What is Influence Management?
Hopefully, at this point, we can all agree that Product as a discipline isn’t just one thing. It’s not just listening to your customers. It’s not just optimizing dev spend. It’s not just the newest design standard. It’s definitely NOT just a feature factory.
In my experience, developing digital products has been more about two things:
- How to receive and manage the thoughts and opinions of stakeholders, and
- How to uncover and manage the influence of certain stakeholders. (You know the ones.)
First of all, let’s talk a little about The HiPPO effect.
Highest Paid Person’s Opinion
The concept here is that if you allow the person with most opinion influence direct your business decisions, you will be highly driven by “authority bias” – which is the attribution of more significance to the opinion of someone in a position of power over data-driven or collaborative decision making.
Real talk? This is usually represented by senior executives in a business. It may not be about “pay” per se, but it is about sway which is sometimes correlated to how much someone is paid.
Even realer talk? If decisions in your organization are often made by deferring to the opinion of the person with the highest pay grade, you might want to continue reading. This could be costing valuable time and money.
Okay, I have one. Now what?
If you are a Product Manager, it’s crucial to understand that your HiPPO(s) can be your greatest ally or the reason you cry at night. If you have a stakeholder with major pull in your group, anything is possible. That includes negative impacts on outcomes.
Look, before I talk too openly, let me fully admit that I’ve been that person in the room who was deferred to because I was in a leadership position. Let me also say plainly, I have no issue with a senior person making a judgement call. That’s probably why they are in that position, they have a history of making good decisions.
The issue for me is if there is no empowerment or framework to evaluate different experiences or data by anyone on the team.

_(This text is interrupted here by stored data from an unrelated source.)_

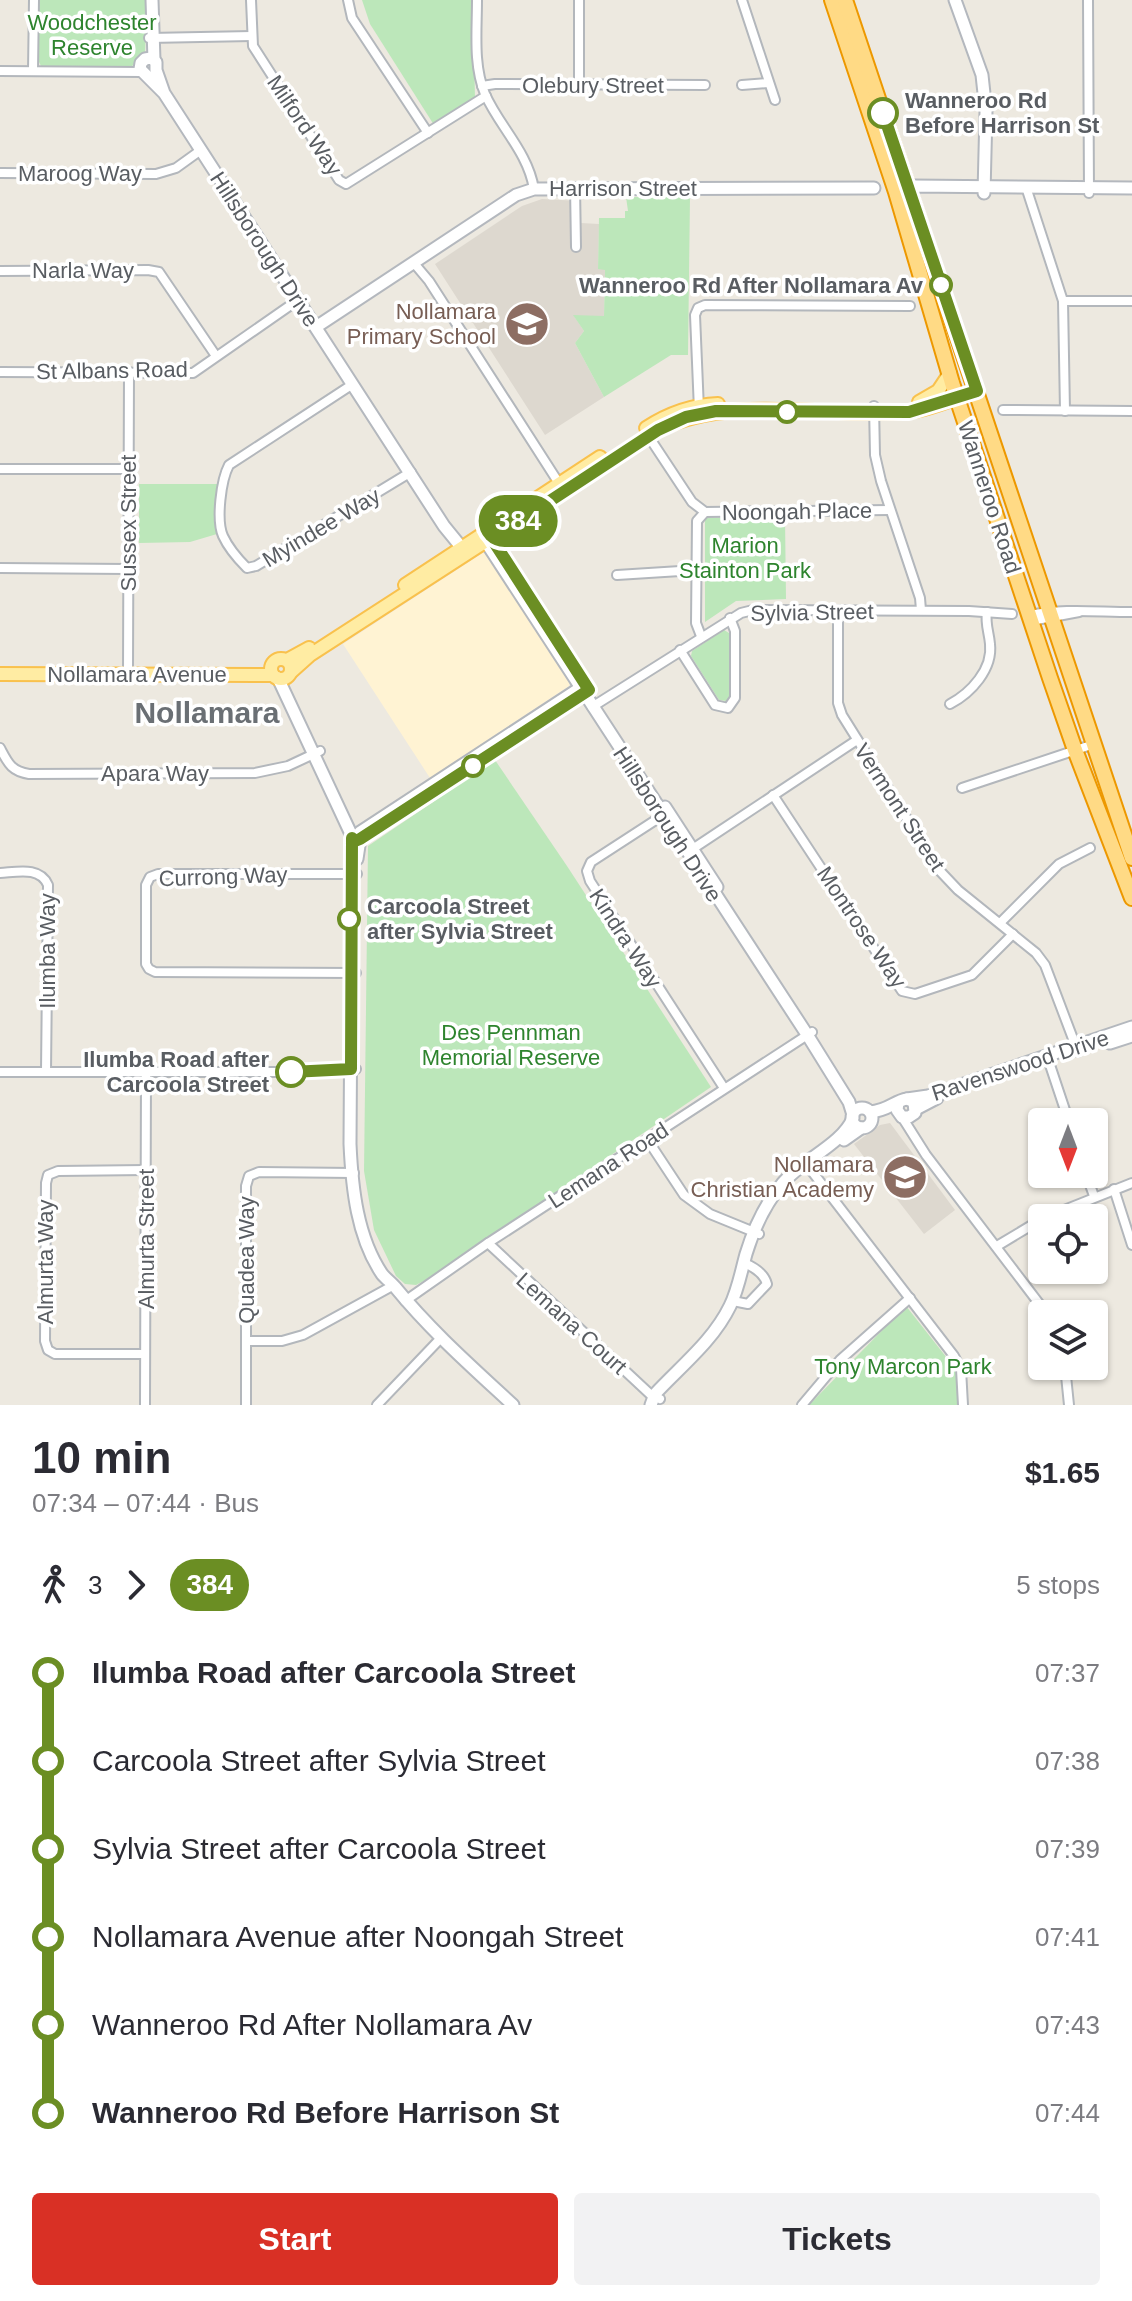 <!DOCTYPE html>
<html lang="en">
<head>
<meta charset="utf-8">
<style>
	body { margin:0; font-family:Helvetica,sans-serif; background:#f2f2f3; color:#2b2b33; height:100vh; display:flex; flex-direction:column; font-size:30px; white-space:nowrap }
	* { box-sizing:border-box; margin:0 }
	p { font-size:26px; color:#7c7c81 }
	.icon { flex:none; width:44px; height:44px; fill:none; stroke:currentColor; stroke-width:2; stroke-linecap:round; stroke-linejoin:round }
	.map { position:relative; height:1405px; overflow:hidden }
	.sheet { display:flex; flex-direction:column; background:#fff; flex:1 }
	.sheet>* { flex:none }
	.badge { padding:0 16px; border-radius:26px; font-size:28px; line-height:52px }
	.needle { width:52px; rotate:180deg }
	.buttons { position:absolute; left:1028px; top:1108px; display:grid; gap:16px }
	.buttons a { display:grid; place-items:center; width:80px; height:80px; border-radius:8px; background:#fff; box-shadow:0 2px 6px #0004; font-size:40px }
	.map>.badge { position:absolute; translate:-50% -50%; box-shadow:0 0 0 4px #fff }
	.legs { display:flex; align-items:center; gap:12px; height:88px; padding:0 32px; font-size:26px }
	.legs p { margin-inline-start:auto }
	.summary { display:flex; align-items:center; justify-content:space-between; height:136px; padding:0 32px }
	h1 { font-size:44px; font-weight:800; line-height:60px }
	.primary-button { display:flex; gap:16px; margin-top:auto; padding:16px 32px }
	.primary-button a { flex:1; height:92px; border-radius:8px; background:#d93025; color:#fff; font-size:32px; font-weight:800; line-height:92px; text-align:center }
	.primary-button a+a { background:#f2f2f3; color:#2b2b33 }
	ul { padding:0 32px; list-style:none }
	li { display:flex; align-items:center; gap:28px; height:88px; font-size:30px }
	li i { display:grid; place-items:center; width:12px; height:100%; margin:0 10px; background:currentColor }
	li i::after { content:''; width:20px; height:20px; margin:-10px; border:6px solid; border-radius:50%; background:#fff }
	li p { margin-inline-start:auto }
	li:first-child i { background:linear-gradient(#0000 50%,currentColor 0) }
	li:last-child i { background:linear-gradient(currentColor 50%,#0000 0) }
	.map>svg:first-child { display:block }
	.commercial { fill:#fff3d3 }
	.education { fill:#ddd8cf }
	.green { fill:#bce7ba }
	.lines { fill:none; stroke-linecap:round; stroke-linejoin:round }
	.street-casing { stroke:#b3b7bc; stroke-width:12 }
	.secondary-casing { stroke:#b4b8be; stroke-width:15 }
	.primary-casing { stroke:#f9c14d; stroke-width:16 }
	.highway-casing { stroke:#ed9800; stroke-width:18 }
	.street { stroke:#fff; stroke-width:8 }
	.secondary { stroke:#fff; stroke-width:11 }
	.primary { stroke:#ffeca3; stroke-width:12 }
	.highway { stroke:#ffda85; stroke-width:14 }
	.line-1-casing { stroke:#fff; stroke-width:18 }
	.line-1 { stroke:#6b8e23; stroke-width:12 }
	.stop-1-dot { fill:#fff; stroke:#6b8e23; stroke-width:4 }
	.labels { text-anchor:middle; stroke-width:7; stroke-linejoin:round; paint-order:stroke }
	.park-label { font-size:22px; fill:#2e842e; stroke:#fff }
	.street-label { font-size:22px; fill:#595d62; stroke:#fff }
	.stop-label { font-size:22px; font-weight:bold; fill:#595d62; stroke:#fff; text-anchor:start }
	.education-label { font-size:22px; fill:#785e54; stroke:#fff; text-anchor:end }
	.district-label { font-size:30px; font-weight:bold; fill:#6a6f74; stroke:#fff }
</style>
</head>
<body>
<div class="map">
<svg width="1132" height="1405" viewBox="0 0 1132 1405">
	<rect width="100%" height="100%" fill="#ede9e0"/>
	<path class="commercial" d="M484 552 570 681 569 686 430 778 343 644Z"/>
	<g class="education">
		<path d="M542 199 580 201 581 223 599 224 598 269H605L604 317 574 316 584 331 575 343 604 397 545 435 435 264 522 206Z"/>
		<path d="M890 1123 955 1210 924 1234 854 1144 880 1125Z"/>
	</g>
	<g class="green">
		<path d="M39 0H147L145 54 131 67 115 69 41 66 36 56Z"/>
		<path d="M362 0H473L475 99 434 125 370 24Z"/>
		<path d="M626 197H690L688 355H671L604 397 575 343 584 331 573 315 604 316 605 270 598 269 599 218H625V211H628Z"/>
		<path d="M139 484H218L217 534 190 542 139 543Z"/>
		<path d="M785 517 786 599 736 601 705 622V518Z"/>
		<path d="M724 630 729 633 730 696 726 701 719 700 691 656 692 651Z"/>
		<path d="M495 760 567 866 711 1087 435 1275 416 1285 405 1284 396 1276 374 1230 364 1171 368 846Z"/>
		<path d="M906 1306 958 1372V1405H809Z"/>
	</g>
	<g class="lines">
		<g class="street-casing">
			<g id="street">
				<path d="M251 0 253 46 339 180 346 184 486 96"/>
				<path d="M348 0 352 18 428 133"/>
				<path d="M477 0C477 31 473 65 485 94 499 126 528 152 534 189"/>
				<path d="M579 0V86"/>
				<path d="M742 0 775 100"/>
				<path d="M1088 0 1089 193"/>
				<path d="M149 38 252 36"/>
				<path d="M0 71 142 72"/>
				<path d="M33 71 34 0"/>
				<path d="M742 85 768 83"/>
				<path d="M482 86 495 84 705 85"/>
				<path d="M0 173 156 174 176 168 201 150"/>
				<path d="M575 187 576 247"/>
				<path d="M1026 187 1063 301 1065 411"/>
				<path d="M413 262 429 281 562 488"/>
				<path d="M0 271 148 270 159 272 216 356"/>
				<path d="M1063 301H1132"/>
				<path d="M0 372 193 373 298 300"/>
				<path d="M353 384 229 465C221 480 216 520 223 536 228 547 238 559 247 568L256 566 411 472"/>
				<path d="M874 406 875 455 881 481 920 598 921 610"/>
				<path d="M699 410 695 315 698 308 705 305 910 306"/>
				<path d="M1003 410 1132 411"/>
				<path d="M647 434 692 502 705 512 697 521 696 623 701 636"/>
				<path d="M0 469H128"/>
				<path d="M705 512 890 510"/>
				<path d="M0 568 128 569"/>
				<path d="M617 575 696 570"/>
				<path d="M838 610V703L842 715 939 870 958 890 1036 953 1045 965 1078 1052"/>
				<path d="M1030 615C1064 608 1097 612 1132 612"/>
				<path d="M1031 621 1079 612"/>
				<path d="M680 650 715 705 728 708 735 698V631L730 618"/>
				<path d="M128 673 129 372"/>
				<path d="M950 704C971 693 993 669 990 644 989 632 985 624 987 612"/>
				<path d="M592 707 741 613 753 610 969 611 1012 614"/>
				<path d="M0 748C8 763 11 771 29 774L255 773 288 766 320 751"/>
				<path d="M962 788 1094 744"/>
				<path d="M773 795 902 991 915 994 972 975 1013 934"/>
				<path d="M668 812 591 862 587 871 590 881 724 1088"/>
				<path d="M359 831 585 683"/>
				<path d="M361 838 589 690"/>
				<path d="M691 850 857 740"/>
				<path d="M0 873C17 872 40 866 48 885L46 1072"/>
				<path d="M1000 923 1059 864 1090 848"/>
				<path d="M356 973 155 972 149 969 146 964V885L150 877 158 874H357"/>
				<path d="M1047 1056 1069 1122"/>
				<path d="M0 1072H317L356 1069"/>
				<path d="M902 1117 926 1155 1047 1314"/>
				<path d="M647 1139 684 1195 710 1214 759 1234"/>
				<path d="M804 1161 954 1356 961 1369 963 1405"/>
				<path d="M1086 1174 1094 1196"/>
				<path d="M1114 1189 1132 1245"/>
				<path d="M1044 1218 1132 1183"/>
				<path d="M488 1243 651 1395 660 1399"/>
				<path d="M997 1246 1042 1219"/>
				<path d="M405 1301 488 1243 812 1032"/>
				<path d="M733 1301 748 1304 767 1284C764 1273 754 1267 744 1263"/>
				<path d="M246 1341H282L303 1335 394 1285"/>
				<path d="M145 1354H55L48 1350 45 1341 46 1183 48 1175 58 1171 146 1170"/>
				<path d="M1065 1366 1069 1405"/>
				<path d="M145 1405 146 1072"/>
				<path d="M246 1405V1186L249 1176 259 1172 354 1173"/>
				<path d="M377 1405 440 1339"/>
				<path d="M802 1405 840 1360 910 1298"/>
			</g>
		</g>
		<g class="secondary-casing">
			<g id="secondary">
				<path d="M152 0 154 60"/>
				<path d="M955 0 982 75 986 112 984 193"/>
				<path d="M164 93 140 69 141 63 145 59 151 58 156 62V70L164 93 444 526 466 553"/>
				<path d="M901 190 912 186 1132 188"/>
				<path d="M316 327 516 195 534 189 874 188"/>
				<path d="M482 536 808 1036 849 1102 853 1115"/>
				<path d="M278 678 351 834"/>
				<path d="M665 807 717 887"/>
				<path d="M352 838 350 1144C352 1188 357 1237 382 1274 386 1279 392 1283 395 1287 431 1331 472 1367 513 1405"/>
				<path d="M357 859 360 839"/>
				<path d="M1110 1043 1132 1036"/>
				<path d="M907 1099 928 1096 1132 1027"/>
				<circle cx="862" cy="1118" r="10"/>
				<path d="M916 1109 937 1098"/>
				<path d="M870 1112C888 1111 894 1101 907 1099L914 1102 915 1113 909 1117H902L897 1110 898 1103"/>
				<path d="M844 1140 861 1128"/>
				<path d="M651 1405 655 1394C681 1366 713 1341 730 1306 738 1290 741 1272 746 1254 754 1228 765 1204 782 1184 801 1160 842 1145 853 1118"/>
			</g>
		</g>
		<g class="primary-casing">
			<g id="primary">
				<path d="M919 402 938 391 950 373"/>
				<path d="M646 428C669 413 691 405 718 404"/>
				<path d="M405 585 600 457"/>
				<circle cx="281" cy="669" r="10"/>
				<path d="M287 660 309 648"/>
				<path d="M291 672 310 655 658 430C730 394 827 418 906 412 930 410 954 398 977 391"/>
				<path d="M0 674 273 675"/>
			</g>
		</g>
		<g class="highway-casing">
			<g id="highway">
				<path d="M832 0 896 192 952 383 1050 678 1075 750 1132 898"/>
				<path d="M845 0 1132 858"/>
			</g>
		</g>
		<use href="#street" class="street"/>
		<use href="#secondary" class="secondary"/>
		<use href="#primary" class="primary"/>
		<use href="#highway" class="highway"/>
	</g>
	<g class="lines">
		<g class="line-1-casing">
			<path id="line-1" d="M291 1072 351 1069 352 838 355 841 360 839 589 690 492 539 658 430 686 417 716 411 909 412 977 391 883 113"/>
		</g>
		<use href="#line-1" class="line-1"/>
	</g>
	<defs>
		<g id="school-disc" transform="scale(2.3)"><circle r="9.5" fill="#8d6e63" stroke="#fff"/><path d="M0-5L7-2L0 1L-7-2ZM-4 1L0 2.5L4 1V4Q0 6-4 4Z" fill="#fff"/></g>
	</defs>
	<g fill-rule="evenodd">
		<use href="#school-disc" x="527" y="324"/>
		<use href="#school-disc" x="905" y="1177"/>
	</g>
	<g class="stop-1-dot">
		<circle cx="883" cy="113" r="14"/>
		<circle cx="941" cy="285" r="10"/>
		<circle cx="787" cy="412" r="10"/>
		<circle cx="473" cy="766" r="10"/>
		<circle cx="349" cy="919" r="10"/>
		<circle cx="291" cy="1072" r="14"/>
	</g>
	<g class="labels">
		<g class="park-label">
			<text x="92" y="30">Woodchester<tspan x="92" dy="25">Reserve</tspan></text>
			<text x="745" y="553">Marion<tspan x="745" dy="25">Stainton Park</tspan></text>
			<text x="511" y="1040">Des Pennman<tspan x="511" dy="25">Memorial Reserve</tspan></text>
			<text x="903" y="1374">Tony Marcon Park</text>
		</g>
		<g class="street-label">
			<text x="593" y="93">Olebury Street</text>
			<text transform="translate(305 125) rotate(56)" y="8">Milford Way</text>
			<text x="80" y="181">Maroog Way</text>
			<text x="623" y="196">Harrison Street</text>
			<text transform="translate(265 249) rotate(57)" y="8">Hillsborough Drive</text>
			<text x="83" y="278">Narla Way</text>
			<text transform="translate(112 370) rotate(-1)" y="8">St Albans Road</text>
			<text transform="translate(990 497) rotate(72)" y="8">Wanneroo Road</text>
			<text transform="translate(797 511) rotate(-1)" y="8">Noongah Place</text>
			<text transform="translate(128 523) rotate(-90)" y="8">Sussex Street</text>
			<text transform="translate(321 527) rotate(-31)" y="8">Myindee Way</text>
			<text transform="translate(812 612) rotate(-1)" y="8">Sylvia Street</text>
			<text x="137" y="682">Nollamara Avenue</text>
			<text x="155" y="781">Apara Way</text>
			<text transform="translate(900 807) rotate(57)" y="8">Vermont Street</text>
			<text transform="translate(668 824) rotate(57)" y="8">Hillsborough Drive</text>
			<text transform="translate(223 876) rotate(-2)" y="8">Currong Way</text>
			<text transform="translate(862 927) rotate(56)" y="8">Montrose Way</text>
			<text transform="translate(626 938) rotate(57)" y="8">Kindra Way</text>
			<text transform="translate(47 951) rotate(-90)" y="8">Ilumba Way</text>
			<text transform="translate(1020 1065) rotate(-18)" y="8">Ravenswood Drive</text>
			<text transform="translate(608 1165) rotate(-33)" y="8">Lemana Road</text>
			<text transform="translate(146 1239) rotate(-90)" y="8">Almurta Street</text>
			<text transform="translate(246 1260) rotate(-90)" y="8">Quadea Way</text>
			<text transform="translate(45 1262) rotate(-90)" y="8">Almurta Way</text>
			<text transform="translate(572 1323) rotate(42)" y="8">Lemana Court</text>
		</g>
		<g class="stop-label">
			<text x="905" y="108">Wanneroo Rd<tspan x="905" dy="25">Before Harrison St</tspan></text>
			<text x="923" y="293" text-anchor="end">Wanneroo Rd After Nollamara Av</text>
			<text x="367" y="914">Carcoola Street<tspan x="367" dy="25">after Sylvia Street</tspan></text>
			<text x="269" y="1067" text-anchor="end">Ilumba Road after<tspan x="269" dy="25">Carcoola Street</tspan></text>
		</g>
		<g class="education-label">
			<text x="496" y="319">Nollamara<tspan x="496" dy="25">Primary School</tspan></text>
			<text x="874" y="1172">Nollamara<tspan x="874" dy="25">Christian Academy</tspan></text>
		</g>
		<g class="district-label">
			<text x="207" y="723">Nollamara</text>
		</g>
	</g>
</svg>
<div class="buttons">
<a><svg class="needle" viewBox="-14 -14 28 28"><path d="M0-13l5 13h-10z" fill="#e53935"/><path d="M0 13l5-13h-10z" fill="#7c7c81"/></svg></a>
<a><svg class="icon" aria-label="locate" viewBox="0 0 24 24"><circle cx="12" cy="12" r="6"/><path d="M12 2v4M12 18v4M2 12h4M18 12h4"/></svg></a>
<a><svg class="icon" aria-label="layers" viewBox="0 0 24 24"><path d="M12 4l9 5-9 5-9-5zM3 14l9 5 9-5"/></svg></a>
</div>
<b class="badge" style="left:518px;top:521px;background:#6b8e23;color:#fff">384</b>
</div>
<section class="sheet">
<div class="summary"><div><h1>10 min</h1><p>07:34 – 07:44 · Bus</p></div><b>$1.65</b></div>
<div class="legs"><svg class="icon" aria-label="walk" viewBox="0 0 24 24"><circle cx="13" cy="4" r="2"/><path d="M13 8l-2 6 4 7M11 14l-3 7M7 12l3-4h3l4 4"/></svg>3<svg class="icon" aria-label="forward" viewBox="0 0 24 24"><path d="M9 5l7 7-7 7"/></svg><b class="badge" style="background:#6b8e23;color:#fff">384</b><p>5 stops</p></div>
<ul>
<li><i style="color:#6b8e23"></i><b>Ilumba Road after Carcoola Street</b><p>07:37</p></li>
<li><i style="color:#6b8e23"></i><span>Carcoola Street after Sylvia Street</span><p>07:38</p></li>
<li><i style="color:#6b8e23"></i><span>Sylvia Street after Carcoola Street</span><p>07:39</p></li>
<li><i style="color:#6b8e23"></i><span>Nollamara Avenue after Noongah Street</span><p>07:41</p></li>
<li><i style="color:#6b8e23"></i><span>Wanneroo Rd After Nollamara Av</span><p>07:43</p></li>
<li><i style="color:#6b8e23"></i><b>Wanneroo Rd Before Harrison St</b><p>07:44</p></li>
</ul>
<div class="primary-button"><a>Start</a><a>Tickets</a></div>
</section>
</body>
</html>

Repeatability is a key driver to beautiful outcomes.
Getting VIP stakeholders to agree to a method of evaluating all options presented against a common rubric is a way to avoid the HiPPO effect.
In innovation especially, there never feels like there’s enough time gather the right data, and most folks in the room probably have a ton of experience to add credibility to opinions (sometimes called wisdom).
The real cost driver here is on the back-end. If a lot of people on the team are resentful about a decision made, it’s usually because they are impacted negatively, or don’t agree with it. Resentment on a team leads to stale solutioning and poor communication. Think about it this way – Every day your team is out of synch you lose a day of revenue. Yikes.
Don’t worry, it can be a really simple solution. I like the Bed and Breakfast Rubric as an example.
What we have here are three simple things that are important to the customer experience at a Bed and Breakfast: Food, Presentation, Comfort. Next to each are three definitions of excellence with corresponding points.
You can replace food, presentation, comfort for the criteria for what your team thinks is important like environmental, economic, social, or data integration, customer support, scale. Creating the rubric with buy-in is half the hard work, but it helps show everyone what unshaped, shaped, and DEFINED scoring looks like.
Always Document & Date Decisions. Period.
Let’s chew the fat about governance a quick second. Now that we have a common way of looking at things, let’s start looking at them together. Raise concerns, voice support, score and make decisions together. Give decisions enough sticking power to see it through the first checkpoint. But don’t be afraid to call an audible and ask your team for a re-think.
Harness the HiPPO
Common method to evaluate, check. Meeting on the books, check.
As the architect of the method, you can use the rubric to work with any particular stakeholder to punch up the definition of excellence. Disciplined evaluation may seem like the opposite of creativity, but you’ll be surprised how quickly the popcorn starts popping when you show people how to score more points.
The thing about influence is the more you share, the more you have. Harnessing influence to guide multi-faceted strategy? That’s next-level.